Say I have a number 0 that corresponds to the ASCII character a. How would I go about converting a number in the range 0 to 25 to letters in the alphabet?

I have already tried adding 97 to the decimal value, but it just outputs the number+97.

typedef enum {
    a, b, c, d, e, f, g, h, i, j, k, l, m, n, o, p, q, r, s, t, u, v, w, x, y, z
} set;

void dispSet(set numbers[], int size_numbers) {
  int i;
  printf("[ ");
  for (i = 0; i < size_numbers-1; i++) {
    printf("%d, ", ((char) numbers[i])+97);
  }
  printf("%d ]", ((char) numbers[size_numbers-1])+97);
  printf("\n");
}

You should should be pasing %c to printf, not %d. The format specifier, tells printf how to interpret the supplied paramters. If you pass %d, it will interpret the arguments as an integer. By specifying %c, you tell it to interpret the argument as a character. The manpages / help for printf, eventually lead to some 'format specifiers', which gives you the full list.

Personally, I tend to use someValue + 'a', or someValue + 'A', because I find it a bit easier to follow the code.

The algorithm is to 'a' to your numbers, which you have already done by adding 97. However you should use character specifier instead of the decimal specifier in the printf

 printf("%c", numbers[i] + 'a');

This will the ascii character not the decimal representation to the 'console'.

Also, you do not need typedef.

A more general solution doesn't assume ASCII but works with the compiler's execution character set.

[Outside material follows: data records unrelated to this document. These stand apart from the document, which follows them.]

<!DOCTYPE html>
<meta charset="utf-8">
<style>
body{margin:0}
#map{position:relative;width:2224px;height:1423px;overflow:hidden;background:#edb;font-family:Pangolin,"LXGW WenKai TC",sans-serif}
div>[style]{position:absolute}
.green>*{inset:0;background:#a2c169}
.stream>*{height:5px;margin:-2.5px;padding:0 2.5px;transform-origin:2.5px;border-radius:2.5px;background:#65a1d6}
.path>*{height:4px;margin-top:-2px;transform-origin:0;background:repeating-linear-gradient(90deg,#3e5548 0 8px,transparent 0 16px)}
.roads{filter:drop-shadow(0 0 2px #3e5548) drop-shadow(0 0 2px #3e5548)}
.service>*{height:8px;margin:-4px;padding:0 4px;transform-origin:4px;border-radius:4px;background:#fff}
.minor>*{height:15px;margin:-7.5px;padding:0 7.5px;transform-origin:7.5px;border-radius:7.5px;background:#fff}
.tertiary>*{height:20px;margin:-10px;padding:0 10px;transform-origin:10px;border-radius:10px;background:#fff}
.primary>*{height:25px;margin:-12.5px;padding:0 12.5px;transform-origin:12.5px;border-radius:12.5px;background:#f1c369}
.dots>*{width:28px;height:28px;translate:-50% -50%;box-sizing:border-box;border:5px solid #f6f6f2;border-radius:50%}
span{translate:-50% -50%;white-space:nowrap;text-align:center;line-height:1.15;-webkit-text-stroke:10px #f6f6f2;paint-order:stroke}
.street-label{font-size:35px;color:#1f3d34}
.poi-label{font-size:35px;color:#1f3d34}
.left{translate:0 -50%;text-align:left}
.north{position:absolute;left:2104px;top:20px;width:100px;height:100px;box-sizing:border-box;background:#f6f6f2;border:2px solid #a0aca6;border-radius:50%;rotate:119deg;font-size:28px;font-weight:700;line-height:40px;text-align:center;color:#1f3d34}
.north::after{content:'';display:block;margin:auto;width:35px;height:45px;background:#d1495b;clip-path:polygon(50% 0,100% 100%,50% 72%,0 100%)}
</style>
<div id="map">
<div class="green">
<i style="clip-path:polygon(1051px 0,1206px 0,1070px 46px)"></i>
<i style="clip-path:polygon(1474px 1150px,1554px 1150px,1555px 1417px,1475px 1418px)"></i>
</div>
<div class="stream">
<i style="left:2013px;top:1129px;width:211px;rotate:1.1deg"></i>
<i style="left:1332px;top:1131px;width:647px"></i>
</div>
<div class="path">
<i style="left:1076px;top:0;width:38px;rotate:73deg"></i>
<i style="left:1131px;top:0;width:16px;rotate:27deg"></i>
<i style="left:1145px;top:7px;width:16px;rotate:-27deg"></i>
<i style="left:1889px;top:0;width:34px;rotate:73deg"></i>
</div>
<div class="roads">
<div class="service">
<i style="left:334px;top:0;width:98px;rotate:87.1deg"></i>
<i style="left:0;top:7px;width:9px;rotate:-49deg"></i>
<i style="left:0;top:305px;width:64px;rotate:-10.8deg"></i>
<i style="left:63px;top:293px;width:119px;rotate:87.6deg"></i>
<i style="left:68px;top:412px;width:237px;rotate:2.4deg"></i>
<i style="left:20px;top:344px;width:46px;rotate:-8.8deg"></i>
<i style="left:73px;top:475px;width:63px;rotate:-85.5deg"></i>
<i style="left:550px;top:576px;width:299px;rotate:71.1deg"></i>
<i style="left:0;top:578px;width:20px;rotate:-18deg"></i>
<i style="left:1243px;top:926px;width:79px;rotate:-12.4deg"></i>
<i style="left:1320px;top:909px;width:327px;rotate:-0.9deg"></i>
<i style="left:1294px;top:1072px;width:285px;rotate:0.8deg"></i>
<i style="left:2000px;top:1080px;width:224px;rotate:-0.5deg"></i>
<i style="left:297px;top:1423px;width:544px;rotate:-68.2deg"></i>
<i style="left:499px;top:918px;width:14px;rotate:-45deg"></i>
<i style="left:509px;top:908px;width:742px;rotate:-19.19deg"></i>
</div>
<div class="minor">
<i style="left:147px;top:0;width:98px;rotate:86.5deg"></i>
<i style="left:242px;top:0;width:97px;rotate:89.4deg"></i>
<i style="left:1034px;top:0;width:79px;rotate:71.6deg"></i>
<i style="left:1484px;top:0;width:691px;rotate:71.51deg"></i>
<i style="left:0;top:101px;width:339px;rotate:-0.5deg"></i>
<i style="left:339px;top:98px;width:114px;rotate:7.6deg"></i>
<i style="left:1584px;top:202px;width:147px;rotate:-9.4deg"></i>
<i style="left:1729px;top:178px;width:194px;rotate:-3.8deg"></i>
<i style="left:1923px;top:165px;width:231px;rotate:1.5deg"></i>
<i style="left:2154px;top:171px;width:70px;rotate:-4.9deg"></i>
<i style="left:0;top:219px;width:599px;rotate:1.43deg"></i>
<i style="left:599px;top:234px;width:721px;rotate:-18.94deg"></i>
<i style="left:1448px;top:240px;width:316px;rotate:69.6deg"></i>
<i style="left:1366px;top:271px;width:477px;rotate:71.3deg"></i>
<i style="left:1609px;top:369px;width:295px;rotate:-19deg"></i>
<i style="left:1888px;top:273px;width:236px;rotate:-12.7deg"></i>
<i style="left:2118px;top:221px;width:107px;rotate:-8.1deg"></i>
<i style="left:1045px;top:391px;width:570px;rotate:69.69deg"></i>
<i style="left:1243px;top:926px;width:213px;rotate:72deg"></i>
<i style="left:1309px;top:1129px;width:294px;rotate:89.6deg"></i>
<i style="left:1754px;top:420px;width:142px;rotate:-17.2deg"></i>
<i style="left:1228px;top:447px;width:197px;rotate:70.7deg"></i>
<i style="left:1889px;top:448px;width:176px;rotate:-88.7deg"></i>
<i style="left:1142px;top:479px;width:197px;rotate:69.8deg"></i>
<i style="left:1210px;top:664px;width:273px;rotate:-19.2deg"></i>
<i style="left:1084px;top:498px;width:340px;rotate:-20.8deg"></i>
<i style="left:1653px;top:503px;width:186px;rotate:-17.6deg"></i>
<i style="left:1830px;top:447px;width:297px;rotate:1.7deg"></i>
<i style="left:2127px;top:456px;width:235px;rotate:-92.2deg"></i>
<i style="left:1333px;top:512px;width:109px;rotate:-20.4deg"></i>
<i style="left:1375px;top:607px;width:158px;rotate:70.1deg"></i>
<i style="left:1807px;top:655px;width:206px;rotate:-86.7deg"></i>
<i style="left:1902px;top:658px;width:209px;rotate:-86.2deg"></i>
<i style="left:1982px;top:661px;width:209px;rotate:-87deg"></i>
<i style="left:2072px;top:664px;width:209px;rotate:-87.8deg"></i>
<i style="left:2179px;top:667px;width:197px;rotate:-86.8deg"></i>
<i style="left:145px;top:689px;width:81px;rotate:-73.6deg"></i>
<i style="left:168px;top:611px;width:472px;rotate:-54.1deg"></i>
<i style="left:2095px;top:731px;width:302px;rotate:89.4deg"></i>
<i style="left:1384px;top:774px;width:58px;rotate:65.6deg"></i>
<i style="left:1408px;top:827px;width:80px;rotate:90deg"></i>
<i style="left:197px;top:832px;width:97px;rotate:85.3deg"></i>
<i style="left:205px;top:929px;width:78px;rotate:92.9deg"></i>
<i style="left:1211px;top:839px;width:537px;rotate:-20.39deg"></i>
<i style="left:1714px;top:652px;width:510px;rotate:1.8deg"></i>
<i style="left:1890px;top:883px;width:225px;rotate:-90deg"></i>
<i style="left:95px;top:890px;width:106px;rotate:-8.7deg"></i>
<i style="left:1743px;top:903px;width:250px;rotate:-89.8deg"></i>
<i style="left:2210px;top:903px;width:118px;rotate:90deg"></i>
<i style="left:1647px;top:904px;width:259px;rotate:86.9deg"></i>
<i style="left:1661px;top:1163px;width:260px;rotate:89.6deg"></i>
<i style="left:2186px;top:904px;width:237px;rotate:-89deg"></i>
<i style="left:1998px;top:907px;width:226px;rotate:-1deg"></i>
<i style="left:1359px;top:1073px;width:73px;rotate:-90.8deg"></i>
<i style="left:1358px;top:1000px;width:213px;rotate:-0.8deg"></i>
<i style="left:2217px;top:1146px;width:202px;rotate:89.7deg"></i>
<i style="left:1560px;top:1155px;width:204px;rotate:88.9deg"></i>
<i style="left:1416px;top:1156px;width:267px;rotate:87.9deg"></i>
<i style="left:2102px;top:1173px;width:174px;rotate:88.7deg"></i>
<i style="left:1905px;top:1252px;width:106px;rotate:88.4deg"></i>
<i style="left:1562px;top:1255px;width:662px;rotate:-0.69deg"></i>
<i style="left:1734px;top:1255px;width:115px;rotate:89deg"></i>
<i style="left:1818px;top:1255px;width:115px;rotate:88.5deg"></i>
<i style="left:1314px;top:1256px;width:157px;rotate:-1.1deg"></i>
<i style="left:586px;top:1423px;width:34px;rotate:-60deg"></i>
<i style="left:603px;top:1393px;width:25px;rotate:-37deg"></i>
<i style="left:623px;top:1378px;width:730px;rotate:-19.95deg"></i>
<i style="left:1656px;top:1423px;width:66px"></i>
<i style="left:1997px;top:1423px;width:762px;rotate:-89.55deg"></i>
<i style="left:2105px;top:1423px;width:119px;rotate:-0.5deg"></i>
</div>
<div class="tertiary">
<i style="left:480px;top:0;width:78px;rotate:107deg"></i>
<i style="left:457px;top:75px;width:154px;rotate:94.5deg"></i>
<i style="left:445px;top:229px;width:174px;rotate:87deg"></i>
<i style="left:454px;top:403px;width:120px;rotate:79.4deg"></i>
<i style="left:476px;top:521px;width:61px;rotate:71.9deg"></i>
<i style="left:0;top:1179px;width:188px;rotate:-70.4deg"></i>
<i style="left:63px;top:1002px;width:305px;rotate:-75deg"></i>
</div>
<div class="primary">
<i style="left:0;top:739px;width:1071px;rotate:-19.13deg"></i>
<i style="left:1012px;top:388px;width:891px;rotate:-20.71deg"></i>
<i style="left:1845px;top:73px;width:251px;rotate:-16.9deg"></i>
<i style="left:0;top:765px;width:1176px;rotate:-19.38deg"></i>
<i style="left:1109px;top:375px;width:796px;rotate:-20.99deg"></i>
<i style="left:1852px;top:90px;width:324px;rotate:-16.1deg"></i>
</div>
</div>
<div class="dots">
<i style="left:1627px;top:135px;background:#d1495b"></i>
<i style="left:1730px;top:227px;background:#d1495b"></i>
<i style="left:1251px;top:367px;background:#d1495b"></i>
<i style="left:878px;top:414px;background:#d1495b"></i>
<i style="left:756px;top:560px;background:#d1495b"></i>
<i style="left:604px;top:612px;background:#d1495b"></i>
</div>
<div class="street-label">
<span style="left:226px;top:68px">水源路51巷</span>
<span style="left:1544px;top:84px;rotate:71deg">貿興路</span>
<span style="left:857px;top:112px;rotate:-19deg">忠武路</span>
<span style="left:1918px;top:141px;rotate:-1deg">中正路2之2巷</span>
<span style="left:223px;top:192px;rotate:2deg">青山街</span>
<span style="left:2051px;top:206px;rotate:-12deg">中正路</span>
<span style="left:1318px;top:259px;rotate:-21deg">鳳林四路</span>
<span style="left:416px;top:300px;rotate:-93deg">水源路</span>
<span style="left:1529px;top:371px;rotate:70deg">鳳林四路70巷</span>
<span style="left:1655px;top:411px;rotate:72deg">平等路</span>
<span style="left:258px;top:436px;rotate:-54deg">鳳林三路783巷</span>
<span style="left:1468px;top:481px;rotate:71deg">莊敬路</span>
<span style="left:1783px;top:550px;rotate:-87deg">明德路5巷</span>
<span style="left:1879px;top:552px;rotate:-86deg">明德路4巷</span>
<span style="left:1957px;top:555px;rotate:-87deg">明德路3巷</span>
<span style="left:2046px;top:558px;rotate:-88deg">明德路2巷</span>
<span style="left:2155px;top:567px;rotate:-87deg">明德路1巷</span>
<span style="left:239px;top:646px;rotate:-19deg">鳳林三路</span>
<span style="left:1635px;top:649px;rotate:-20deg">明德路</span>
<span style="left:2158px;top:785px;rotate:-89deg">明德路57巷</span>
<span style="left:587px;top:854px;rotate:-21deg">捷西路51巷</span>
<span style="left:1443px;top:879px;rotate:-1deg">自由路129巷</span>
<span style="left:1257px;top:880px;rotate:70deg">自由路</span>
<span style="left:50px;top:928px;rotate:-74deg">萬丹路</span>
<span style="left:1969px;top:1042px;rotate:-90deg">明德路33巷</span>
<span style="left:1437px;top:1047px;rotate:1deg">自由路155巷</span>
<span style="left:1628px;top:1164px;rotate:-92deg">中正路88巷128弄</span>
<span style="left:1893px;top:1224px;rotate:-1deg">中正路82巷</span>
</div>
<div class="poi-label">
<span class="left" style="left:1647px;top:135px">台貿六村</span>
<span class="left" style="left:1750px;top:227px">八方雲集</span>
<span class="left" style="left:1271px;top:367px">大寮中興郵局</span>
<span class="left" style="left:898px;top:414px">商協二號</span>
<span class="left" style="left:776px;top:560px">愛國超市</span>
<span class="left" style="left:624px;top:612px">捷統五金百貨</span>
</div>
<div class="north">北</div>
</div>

char *vec = "abcdefghijklmnopqrstuvwxyz";
printf("'%c'", vec[0]); //prints 'a'

And you can reverse the operation

int i = strchr(vec, 'm')-vec;

Since strchr returns a pointer to the character, subtracting the base yields a ptrdiff_t representing the offset between the two "points", this offset is the ordinal of the member of the sequence. But only if the character is present, otherwise it's undefined behavior to take a ptrdiff from two addresses that are not part of the same 'object'; you'd probably get a meaningless negative number.

void dispSet(set numbers[], int size_numbers) {
  int i;
  printf("[ ");
  for (i = 0; i < size_numbers-1; i++) {
    printf("%d, ", ((char) numbers[i]) - '0');
  }
  printf("%d ]", ((char) numbers[size_numbers-1]) - '0');
  printf("\n");
}

This change converts a number or any character to its ASCII value

This answer is late

Cast it like this: (char) i

char c = (char) i // Cast not needed on variable assignment
                  // It's recommended to put it there, no complications needed

For code-golfing contests (just in case), use (char)i and char c=i; appropriately. PPCG.GA for such contests.

You can use Character.toChars(x + 97)[0] to get the char value, or just cast with (char) (x + 97).